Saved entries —
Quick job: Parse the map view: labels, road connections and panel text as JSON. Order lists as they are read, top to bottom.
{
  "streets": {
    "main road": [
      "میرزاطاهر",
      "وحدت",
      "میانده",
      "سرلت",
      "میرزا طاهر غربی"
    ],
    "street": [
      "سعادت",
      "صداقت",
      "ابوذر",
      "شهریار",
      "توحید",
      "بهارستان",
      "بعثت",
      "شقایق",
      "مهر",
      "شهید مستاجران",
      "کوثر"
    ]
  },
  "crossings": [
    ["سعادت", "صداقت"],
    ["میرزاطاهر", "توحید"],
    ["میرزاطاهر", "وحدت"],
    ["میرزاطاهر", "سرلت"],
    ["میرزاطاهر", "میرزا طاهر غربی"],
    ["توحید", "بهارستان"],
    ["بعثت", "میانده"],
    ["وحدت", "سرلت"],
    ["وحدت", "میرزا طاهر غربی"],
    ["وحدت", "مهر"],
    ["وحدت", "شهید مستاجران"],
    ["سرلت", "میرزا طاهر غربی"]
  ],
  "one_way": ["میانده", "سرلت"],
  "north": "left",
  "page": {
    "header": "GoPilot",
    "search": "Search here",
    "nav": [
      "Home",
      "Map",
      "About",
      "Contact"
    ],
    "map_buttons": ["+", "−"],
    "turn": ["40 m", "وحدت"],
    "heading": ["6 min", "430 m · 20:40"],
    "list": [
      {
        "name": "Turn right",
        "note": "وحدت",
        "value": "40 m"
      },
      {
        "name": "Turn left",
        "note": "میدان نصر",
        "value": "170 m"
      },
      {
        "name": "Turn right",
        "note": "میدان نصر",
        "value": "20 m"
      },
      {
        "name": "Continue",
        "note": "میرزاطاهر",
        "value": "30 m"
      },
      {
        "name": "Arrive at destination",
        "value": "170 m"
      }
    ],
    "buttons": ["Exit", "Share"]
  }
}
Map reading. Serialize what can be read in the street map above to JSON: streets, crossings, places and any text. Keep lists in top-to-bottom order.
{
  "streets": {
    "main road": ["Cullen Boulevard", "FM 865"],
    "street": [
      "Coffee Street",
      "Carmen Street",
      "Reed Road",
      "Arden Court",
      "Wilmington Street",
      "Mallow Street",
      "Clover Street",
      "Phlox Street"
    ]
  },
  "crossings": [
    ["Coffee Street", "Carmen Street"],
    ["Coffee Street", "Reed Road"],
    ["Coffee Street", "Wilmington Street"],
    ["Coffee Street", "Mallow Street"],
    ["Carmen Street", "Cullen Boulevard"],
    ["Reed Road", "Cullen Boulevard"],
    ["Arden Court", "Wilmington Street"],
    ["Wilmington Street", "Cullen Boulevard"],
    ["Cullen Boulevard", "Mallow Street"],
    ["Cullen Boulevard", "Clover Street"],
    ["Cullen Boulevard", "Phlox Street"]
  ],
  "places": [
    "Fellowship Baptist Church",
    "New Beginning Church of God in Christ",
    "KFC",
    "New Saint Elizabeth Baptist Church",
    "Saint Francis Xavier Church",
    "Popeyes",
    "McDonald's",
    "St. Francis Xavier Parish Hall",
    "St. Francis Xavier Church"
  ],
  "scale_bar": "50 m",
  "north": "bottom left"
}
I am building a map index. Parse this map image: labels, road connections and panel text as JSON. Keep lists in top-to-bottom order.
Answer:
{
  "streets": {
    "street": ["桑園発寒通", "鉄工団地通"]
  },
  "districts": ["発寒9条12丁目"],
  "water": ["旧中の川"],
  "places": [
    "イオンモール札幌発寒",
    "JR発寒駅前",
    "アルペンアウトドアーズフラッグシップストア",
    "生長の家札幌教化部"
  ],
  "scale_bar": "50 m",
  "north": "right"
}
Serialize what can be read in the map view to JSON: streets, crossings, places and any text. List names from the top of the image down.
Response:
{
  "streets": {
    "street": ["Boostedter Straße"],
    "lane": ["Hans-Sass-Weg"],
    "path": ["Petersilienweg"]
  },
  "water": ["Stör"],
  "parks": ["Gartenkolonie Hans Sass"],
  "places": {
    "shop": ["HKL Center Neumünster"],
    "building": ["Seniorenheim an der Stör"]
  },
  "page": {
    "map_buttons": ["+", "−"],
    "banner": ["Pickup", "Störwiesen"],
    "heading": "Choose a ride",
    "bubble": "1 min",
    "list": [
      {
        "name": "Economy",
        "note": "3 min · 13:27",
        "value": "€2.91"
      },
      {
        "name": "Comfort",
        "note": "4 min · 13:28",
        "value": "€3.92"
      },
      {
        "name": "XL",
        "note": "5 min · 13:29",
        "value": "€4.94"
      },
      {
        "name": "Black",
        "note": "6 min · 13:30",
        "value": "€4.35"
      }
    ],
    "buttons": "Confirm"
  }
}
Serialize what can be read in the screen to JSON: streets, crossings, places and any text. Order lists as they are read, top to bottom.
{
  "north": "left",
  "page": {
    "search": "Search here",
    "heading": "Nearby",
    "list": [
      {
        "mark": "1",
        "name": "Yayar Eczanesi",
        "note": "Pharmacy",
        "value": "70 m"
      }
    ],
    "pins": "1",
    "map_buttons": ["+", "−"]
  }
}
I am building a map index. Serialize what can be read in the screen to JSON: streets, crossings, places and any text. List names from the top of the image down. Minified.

Required action — Each record must be repeated exactly as it is.

Solution to the problem —
Quick job: Parse the map view: labels, road connections and panel text as JSON. Order lists as they are read, top to bottom.
{
  "streets": {
    "main road": [
      "میرزاطاهر",
      "وحدت",
      "میانده",
      "سرلت",
      "میرزا طاهر غربی"
    ],
    "street": [
      "سعادت",
      "صداقت",
      "ابوذر",
      "شهریار",
      "توحید",
      "بهارستان",
      "بعثت",
      "شقایق",
      "مهر",
      "شهید مستاجران",
      "کوثر"
    ]
  },
  "crossings": [
    ["سعادت", "صداقت"],
    ["میرزاطاهر", "توحید"],
    ["میرزاطاهر", "وحدت"],
    ["میرزاطاهر", "سرلت"],
    ["میرزاطاهر", "میرزا طاهر غربی"],
    ["توحید", "بهارستان"],
    ["بعثت", "میانده"],
    ["وحدت", "سرلت"],
    ["وحدت", "میرزا طاهر غربی"],
    ["وحدت", "مهر"],
    ["وحدت", "شهید مستاجران"],
    ["سرلت", "میرزا طاهر غربی"]
  ],
  "one_way": ["میانده", "سرلت"],
  "north": "left",
  "page": {
    "header": "GoPilot",
    "search": "Search here",
    "nav": [
      "Home",
      "Map",
      "About",
      "Contact"
    ],
    "map_buttons": ["+", "−"],
    "turn": ["40 m", "وحدت"],
    "heading": ["6 min", "430 m · 20:40"],
    "list": [
      {
        "name": "Turn right",
        "note": "وحدت",
        "value": "40 m"
      },
      {
        "name": "Turn left",
        "note": "میدان نصر",
        "value": "170 m"
      },
      {
        "name": "Turn right",
        "note": "میدان نصر",
        "value": "20 m"
      },
      {
        "name": "Continue",
        "note": "میرزاطاهر",
        "value": "30 m"
      },
      {
        "name": "Arrive at destination",
        "value": "170 m"
      }
    ],
    "buttons": ["Exit", "Share"]
  }
}
Map reading. Serialize what can be read in the street map above to JSON: streets, crossings, places and any text. Keep lists in top-to-bottom order.
{
  "streets": {
    "main road": ["Cullen Boulevard", "FM 865"],
    "street": [
      "Coffee Street",
      "Carmen Street",
      "Reed Road",
      "Arden Court",
      "Wilmington Street",
      "Mallow Street",
      "Clover Street",
      "Phlox Street"
    ]
  },
  "crossings": [
    ["Coffee Street", "Carmen Street"],
    ["Coffee Street", "Reed Road"],
    ["Coffee Street", "Wilmington Street"],
    ["Coffee Street", "Mallow Street"],
    ["Carmen Street", "Cullen Boulevard"],
    ["Reed Road", "Cullen Boulevard"],
    ["Arden Court", "Wilmington Street"],
    ["Wilmington Street", "Cullen Boulevard"],
    ["Cullen Boulevard", "Mallow Street"],
    ["Cullen Boulevard", "Clover Street"],
    ["Cullen Boulevard", "Phlox Street"]
  ],
  "places": [
    "Fellowship Baptist Church",
    "New Beginning Church of God in Christ",
    "KFC",
    "New Saint Elizabeth Baptist Church",
    "Saint Francis Xavier Church",
    "Popeyes",
    "McDonald's",
    "St. Francis Xavier Parish Hall",
    "St. Francis Xavier Church"
  ],
  "scale_bar": "50 m",
  "north": "bottom left"
}
I am building a map index. Parse this map image: labels, road connections and panel text as JSON. Keep lists in top-to-bottom order.
Answer:
{
  "streets": {
    "street": ["桑園発寒通", "鉄工団地通"]
  },
  "districts": ["発寒9条12丁目"],
  "water": ["旧中の川"],
  "places": [
    "イオンモール札幌発寒",
    "JR発寒駅前",
    "アルペンアウトドアーズフラッグシップストア",
    "生長の家札幌教化部"
  ],
  "scale_bar": "50 m",
  "north": "right"
}
Serialize what can be read in the map view to JSON: streets, crossings, places and any text. List names from the top of the image down.
Response:
{
  "streets": {
    "street": ["Boostedter Straße"],
    "lane": ["Hans-Sass-Weg"],
    "path": ["Petersilienweg"]
  },
  "water": ["Stör"],
  "parks": ["Gartenkolonie Hans Sass"],
  "places": {
    "shop": ["HKL Center Neumünster"],
    "building": ["Seniorenheim an der Stör"]
  },
  "page": {
    "map_buttons": ["+", "−"],
    "banner": ["Pickup", "Störwiesen"],
    "heading": "Choose a ride",
    "bubble": "1 min",
    "list": [
      {
        "name": "Economy",
        "note": "3 min · 13:27",
        "value": "€2.91"
      },
      {
        "name": "Comfort",
        "note": "4 min · 13:28",
        "value": "€3.92"
      },
      {
        "name": "XL",
        "note": "5 min · 13:29",
        "value": "€4.94"
      },
      {
        "name": "Black",
        "note": "6 min · 13:30",
        "value": "€4.35"
      }
    ],
    "buttons": "Confirm"
  }
}
Serialize what can be read in the screen to JSON: streets, crossings, places and any text. Order lists as they are read, top to bottom.
{
  "north": "left",
  "page": {
    "search": "Search here",
    "heading": "Nearby",
    "list": [
      {
        "mark": "1",
        "name": "Yayar Eczanesi",
        "note": "Pharmacy",
        "value": "70 m"
      }
    ],
    "pins": "1",
    "map_buttons": ["+", "−"]
  }
}
I am building a map index. Serialize what can be read in the screen to JSON: streets, crossings, places and any text. List names from the top of the image down. Minified.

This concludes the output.